Exercise details »
Every line holding "lineWidth" should be copied from the records below.

BEGIN Dataset entries

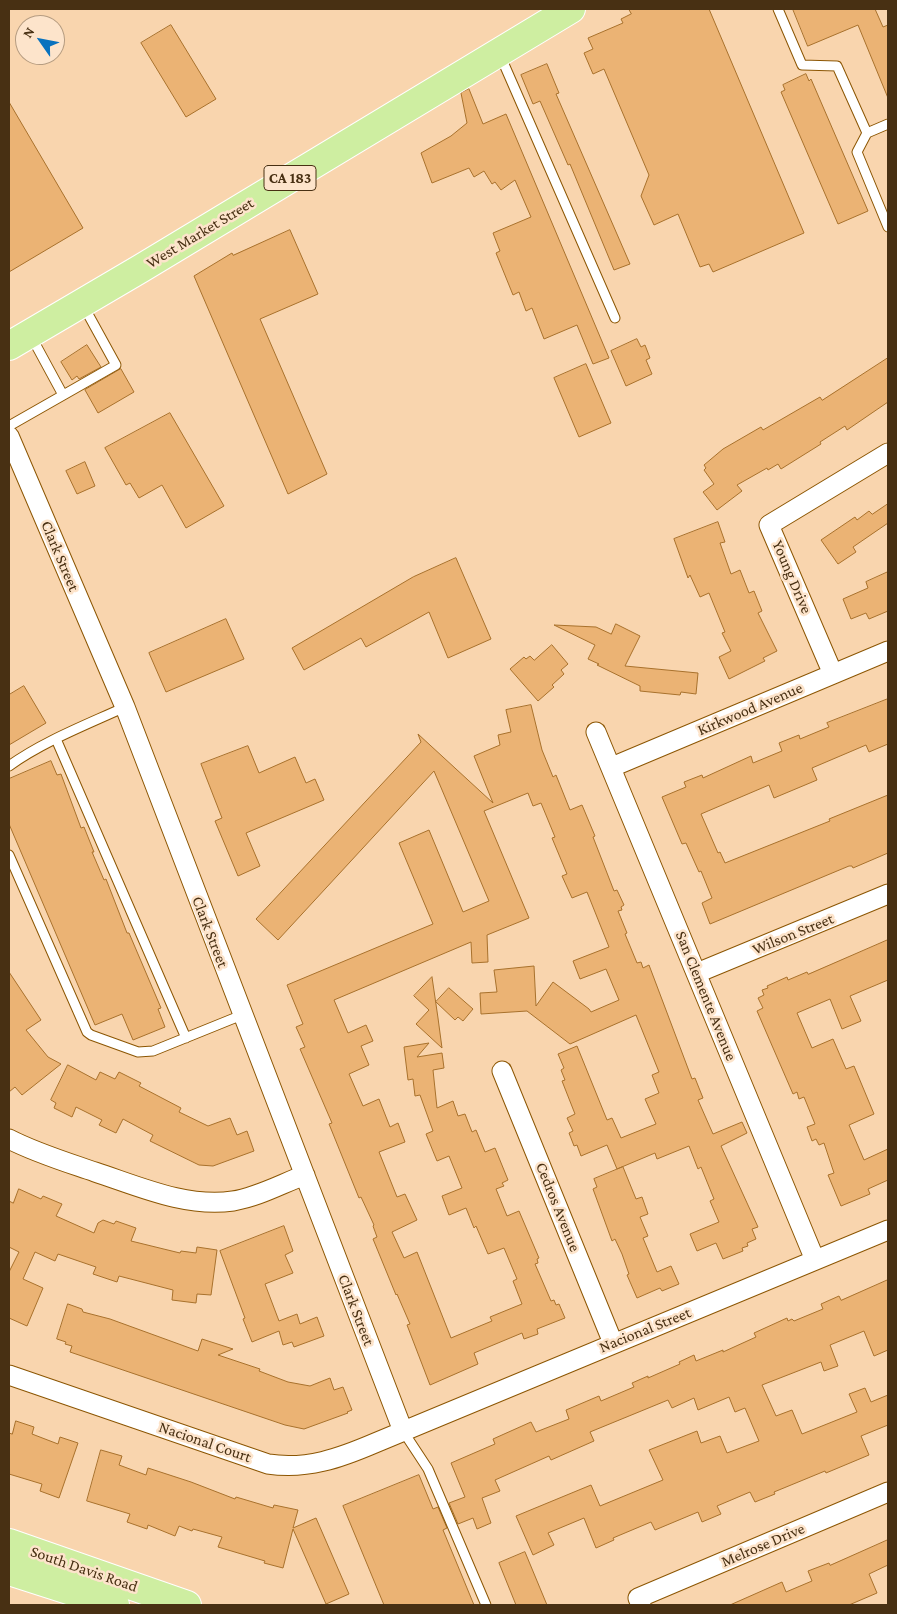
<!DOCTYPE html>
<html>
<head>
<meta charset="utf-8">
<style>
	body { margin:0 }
	#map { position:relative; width:897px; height:1614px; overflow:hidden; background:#f9d5ae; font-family:"Crimson Pro",serif }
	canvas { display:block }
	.frame { position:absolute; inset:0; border:10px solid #483013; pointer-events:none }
	.north { position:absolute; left:15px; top:15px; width:50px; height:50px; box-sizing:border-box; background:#fde4cb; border:1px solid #b59c81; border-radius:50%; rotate:303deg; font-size:14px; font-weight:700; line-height:20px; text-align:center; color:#483013 }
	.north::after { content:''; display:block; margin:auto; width:18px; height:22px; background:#0972be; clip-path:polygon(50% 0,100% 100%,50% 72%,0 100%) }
</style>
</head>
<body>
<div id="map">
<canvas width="897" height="1614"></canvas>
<div class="frame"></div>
<div class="north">N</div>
</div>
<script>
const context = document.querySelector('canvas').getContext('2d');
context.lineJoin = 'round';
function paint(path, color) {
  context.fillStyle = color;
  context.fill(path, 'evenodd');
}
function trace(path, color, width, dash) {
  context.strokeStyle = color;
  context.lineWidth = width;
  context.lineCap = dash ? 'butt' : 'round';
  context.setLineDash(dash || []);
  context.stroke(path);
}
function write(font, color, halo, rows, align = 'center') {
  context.font = font + ' "Crimson Pro",serif';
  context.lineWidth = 5;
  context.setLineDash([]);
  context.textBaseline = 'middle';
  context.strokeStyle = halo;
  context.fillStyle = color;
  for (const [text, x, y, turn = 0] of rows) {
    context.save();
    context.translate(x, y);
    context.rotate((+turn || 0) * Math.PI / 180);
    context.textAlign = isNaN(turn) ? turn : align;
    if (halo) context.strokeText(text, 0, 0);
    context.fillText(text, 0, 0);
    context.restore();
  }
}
const building = new Path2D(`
	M629 9H709L804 233 713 272 709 264 700 267 678 214 654 225 641 196 649 175 604 69 593 74 584 53 593 49 588 38 623 23 621 19 631 14Z
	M793 9H875L883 27 888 25V98L858 25 808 46Z
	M171 25 216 99 186 117 141 43Z
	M547 64 559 93 556 94 630 264 614 270 570 164 568 165 540 101 533 104 521 75Z
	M806 74 809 81 811 79 868 211 838 224 781 92 785 90 783 85Z
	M469 89 483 124 506 114 609 358 593 364 577 325 544 339 532 308 526 311 519 292 513 295 496 253 500 251 493 233 531 217 515 180 501 190 495 182 492 184 484 171 474 177 469 168 432 183 421 153 451 136 467 123 461 93Z
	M9 102 83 228 9 272Z
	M290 230 318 294 260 319 327 474 288 494 194 276 232 253 233 255Z
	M637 339 641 347 645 345 650 358 646 360 652 374 626 386 611 351Z
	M87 345 101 367 79 379 77 376 72 380 61 362Z
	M888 358V402L847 430 845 426 820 442 821 444 781 469 778 464 768 470 767 468 737 485 742 491 717 510 703 492 714 484 704 470 706 468 704 465 723 449 761 427 763 430 820 397 822 400Z
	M586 364 611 423 579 437 554 378Z
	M121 369 134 392 98 413 85 390Z
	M170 413 224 506 186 528 162 485 139 498 130 483 126 485 105 448Z
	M85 462 95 486 77 494 66 471Z
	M888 504V523L853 547 856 552 838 564 821 540 855 517 857 520 869 511 872 514Z
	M718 522 725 542 720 543 731 574 740 570 749 593 754 591 762 611 758 613 777 651 763 658 765 661 729 679 719 657 731 651 722 633 725 632 709 593 700 597 690 575 688 578 674 539Z
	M456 558 491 639 448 658 429 612 366 647 361 638 304 670 292 648 413 577Z
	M888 572V611L869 619 866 613 851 619 843 599 868 588 866 582Z
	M226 619 244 659 166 692 149 653Z
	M616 624 640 636 625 666 698 673 696 694 681 692 680 695 640 691V686L597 665 599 664 588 659 595 645 554 625 596 627 611 634Z
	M552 645 568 664 561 670 564 674 552 685 554 687 538 701 510 669 524 657 526 659 530 656 534 660Z
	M24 686 46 723 9 745V695Z
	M888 699V744L869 752 866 745 812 768 817 780 774 798 769 785 701 814 718 853 720 852 725 863 830 821 829 819 888 795V853L853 868 852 866H849L710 924 702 903 712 898 701 871 699 872 686 843 682 844 662 797 686 787 684 782 702 775 703 778 751 756 753 763 782 751 779 743 799 735 800 739 829 727 827 723Z
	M531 705 542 750 553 777 556 775 570 810 582 805 595 836 593 837 614 891 617 890 624 905 621 907 622 910 618 911 627 933 625 934 637 963 641 962 643 968 649 965 692 1079 695 1078 703 1098 698 1100 713 1134 742 1122 747 1133 721 1146 758 1227 752 1229 756 1239 747 1243 748 1246 742 1248 743 1251 723 1259 716 1243 697 1251 690 1234 719 1222 710 1201 714 1199 701 1167 698 1169 689 1146 657 1159 655 1153 617 1169 607 1145 581 1156 577 1145 574 1146 569 1133 573 1131 567 1118 575 1114 562 1081 565 1080 561 1070 564 1068 558 1054 577 1046 607 1120 612 1118 621 1138 656 1124 645 1099 659 1093 652 1075 659 1072 636 1015 570 1044 527 1011 481 1014 480 993 497 992 494 970 534 966 536 1006 553 982 589 1009 591 1012 619 1000 606 969 580 979 573 961 609 947 587 892 572 898 562 876 567 874 552 838 555 837 541 803 533 806 528 793 484 811 529 918 487 935 488 962 472 963 471 942 334 1000 348 1033 366 1025 373 1041 361 1046 369 1065 349 1074 363 1106 379 1099 390 1127 398 1123 405 1142 379 1152 397 1197 405 1194 417 1220 392 1232 404 1258 417 1252 451 1338 492 1321 490 1317 522 1304 513 1281 517 1279 504 1248 488 1254 476 1226 474 1228 466 1208 449 1215 442 1196 462 1188 449 1156 437 1161 426 1134 433 1131 420 1095 415 1096 413 1079 408 1080 404 1047 429 1043 417 1057 442 1053 444 1068 433 1070 437 1108 453 1101 458 1116 465 1114 472 1132 476 1130 485 1152 495 1148 508 1180 502 1183 504 1186 496 1189 507 1216 519 1211 539 1258 537 1259 538 1263 535 1264 551 1301 554 1300 556 1305 559 1304 565 1318 537 1329 538 1334 524 1339 522 1333 474 1353 478 1364 430 1385 407 1325 410 1324 397 1294 396 1295 373 1239 377 1237 373 1226 374 1225 361 1197 359 1198 329 1124 332 1123 300 1049 305 1047 296 1027 303 1024 287 985 433 924 399 843 429 830 463 912 489 901 434 771 278 940 256 919 421 742 418 734 493 803 474 756 500 745 498 735 511 732 506 710Z
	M248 746 259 773 295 757 306 783 315 779 324 800 246 833 260 866 238 876 215 821 222 818 201 764Z
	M51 761 57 775 61 774 81 828 84 827 94 852H92L104 880 106 879 127 933H129L161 1008 158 1009 165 1027 133 1040 122 1014 95 1025 9 824V779Z
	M888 940V980L850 996 861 1021 842 1029 830 999 797 1013 812 1048 833 1039 846 1069 854 1066 874 1114 849 1125 864 1160 888 1149V1180L868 1189 870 1194 841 1206 828 1175 834 1173 824 1143 819 1145 816 1139 812 1141 807 1127 815 1124 804 1097 799 1099 797 1092 793 1094 757 1011 763 1008 758 998 764 995 762 990 768 988 767 986 787 977 788 980 807 972 808 974Z
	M9 972 41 1020 26 1030 48 1057 61 1064 22 1095 15 1087 9 1092Z
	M432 977 438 1018 442 1048 416 1024 429 1010 414 996Z
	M449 988 473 1009 463 1021 458 1017 455 1020 436 1002Z
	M68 1065 96 1080 100 1072 115 1079 119 1072 141 1083 139 1086 181 1108 179 1112 208 1126 230 1118 237 1135 247 1131 254 1151 213 1166 199 1165 150 1141 153 1135 123 1119 116 1133 99 1125 102 1120 76 1107 72 1117 54 1108 56 1103 51 1100Z
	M623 1167 636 1199 642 1197 648 1214 640 1217 648 1236 643 1238 657 1272 671 1266 679 1284 662 1291 660 1288 637 1298 627 1275 629 1274 622 1254 615 1239 612 1241 593 1189 597 1187 594 1179Z
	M19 1189 41 1199 43 1196 62 1204 56 1216 94 1233 98 1223 103 1220 114 1224 116 1221 136 1228 131 1241 180 1253 181 1251 196 1253 197 1247 217 1250 211 1295 197 1294 196 1303 172 1300 173 1290 119 1276 117 1282 93 1274 96 1267 58 1254 55 1261 35 1252 23 1279 43 1288 27 1326 9 1318V1272L19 1252 9 1247V1201L13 1203Z
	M284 1226 293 1251 285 1255 293 1273 265 1284 279 1321 297 1314 300 1324 317 1317 324 1336 294 1347 292 1342 283 1345 279 1331 252 1342 243 1319 245 1318 220 1251Z
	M888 1280V1350L874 1356 864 1331 830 1345 838 1366 824 1371 821 1362 762 1385 776 1416 792 1410 802 1434 857 1412 849 1394 865 1388 871 1402 888 1395V1425L861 1436 869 1455 826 1473 825 1471 774 1492 775 1494 755 1502 750 1492 717 1506 721 1514 702 1522 698 1512 655 1530 651 1522 613 1538 614 1540 596 1548 584 1518 548 1533 554 1545 533 1555 516 1516 591 1485 600 1506 663 1480 649 1450 697 1431 701 1443 720 1436 727 1453 759 1441 745 1408 735 1412 729 1397 698 1410 694 1398 672 1408 668 1400 590 1432 594 1441 551 1460 549 1456 495 1480 500 1491 482 1498 491 1523 477 1529 473 1518 458 1524 449 1503 465 1497 451 1463 495 1444 493 1439 531 1422 536 1432 569 1419 566 1410 599 1396 601 1401 634 1387 632 1383 648 1376V1378L680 1364 679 1362 694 1355 696 1361 723 1350V1352L756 1337 754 1333 787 1318 788 1321 792 1319 794 1321 823 1309 821 1304 839 1296 841 1300Z
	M68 1304 82 1309 83 1312 110 1319 198 1351 202 1339 233 1349 218 1355 260 1369 259 1371 288 1382 310 1386 330 1378 334 1390 343 1387 352 1410 347 1412 348 1413 304 1429 285 1425 70 1352 72 1346 65 1344 66 1342 57 1339Z
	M16 1421 34 1427 32 1434 58 1444 60 1437 78 1443 59 1498 40 1491 42 1484 9 1474V1433L12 1434Z
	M101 1450 122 1456 119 1465 146 1475 148 1468 191 1482 235 1499 236 1497 273 1508 274 1505 298 1510 293 1528 316 1518 349 1594 326 1604 293 1529 283 1568 264 1563 265 1561 218 1547 222 1537 193 1529 192 1531 179 1526 175 1536 148 1525 147 1529 127 1522 130 1514 87 1501Z
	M419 1475 433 1509 438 1507 447 1528 443 1530 474 1605H384L343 1506Z
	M888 1540V1565L869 1574 877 1593 849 1605H730L782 1582 786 1592 812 1581 808 1571 829 1563 830 1565Z
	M525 1552 547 1605H516L499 1563Z`);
paint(building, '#ebb374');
trace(building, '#a8712c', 1);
const lane = new Path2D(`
	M778 9 802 65 837 66 867 133 888 124
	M500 55 615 318
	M867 133 857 152 888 227
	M31 336 63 395
	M9 426 116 365 83 305
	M56 739 186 1038
	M9 766C44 741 86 725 125 707
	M9 855 87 1032 91 1035 138 1052 153 1051 242 1015
	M403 1431 428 1469 486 1605`);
const street = new Path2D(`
	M9 436 125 707 403 1431
	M833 674 769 525 888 453
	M596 732 815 1260
	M612 767 888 651
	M697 973 888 894
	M502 1071 613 1343
	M9 1139C36 1153 66 1162 95 1172 138 1186 186 1208 233 1201 258 1197 281 1184 305 1175
	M9 1375 268 1464C307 1470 340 1458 375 1443L888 1230
	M641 1605 638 1598 888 1492`);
const primary = new Path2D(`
	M9 346 140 269 571 9
	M9 1543 187 1605
	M9 1571 115 1605`);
trace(lane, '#8c5603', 11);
trace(street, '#8c5603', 21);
trace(primary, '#fff', 30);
trace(lane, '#fff', 9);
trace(street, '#fff', 19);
trace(primary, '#ceeea1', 28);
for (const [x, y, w] of [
	[290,178,52]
]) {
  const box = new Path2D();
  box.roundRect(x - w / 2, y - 12.5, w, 25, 4);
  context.fillStyle = '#fde4cb';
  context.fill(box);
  trace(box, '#483013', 1);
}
write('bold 15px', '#483013', null, [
	["CA 183",290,178]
]);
write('16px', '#483013', '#fde4cb', [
	["West Market Street",200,233,-31],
	["Clark Street",60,556,67],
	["Young Drive",792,577,67],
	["Kirkwood Avenue",750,709,-23],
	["Clark Street",210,932,69],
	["Wilson Street",793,934,-22],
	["San Clemente Avenue",706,996,68],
	["Cedros Avenue",558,1207,68],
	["Clark Street",356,1310,69],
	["Nacional Street",645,1330,-22],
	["Nacional Court",205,1442,19],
	["Melrose Drive",763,1545,-23],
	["South Davis Road",84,1569,19]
]);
</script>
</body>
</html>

END Dataset entries

Output below »
  context.lineWidth = width;
  context.lineWidth = 5;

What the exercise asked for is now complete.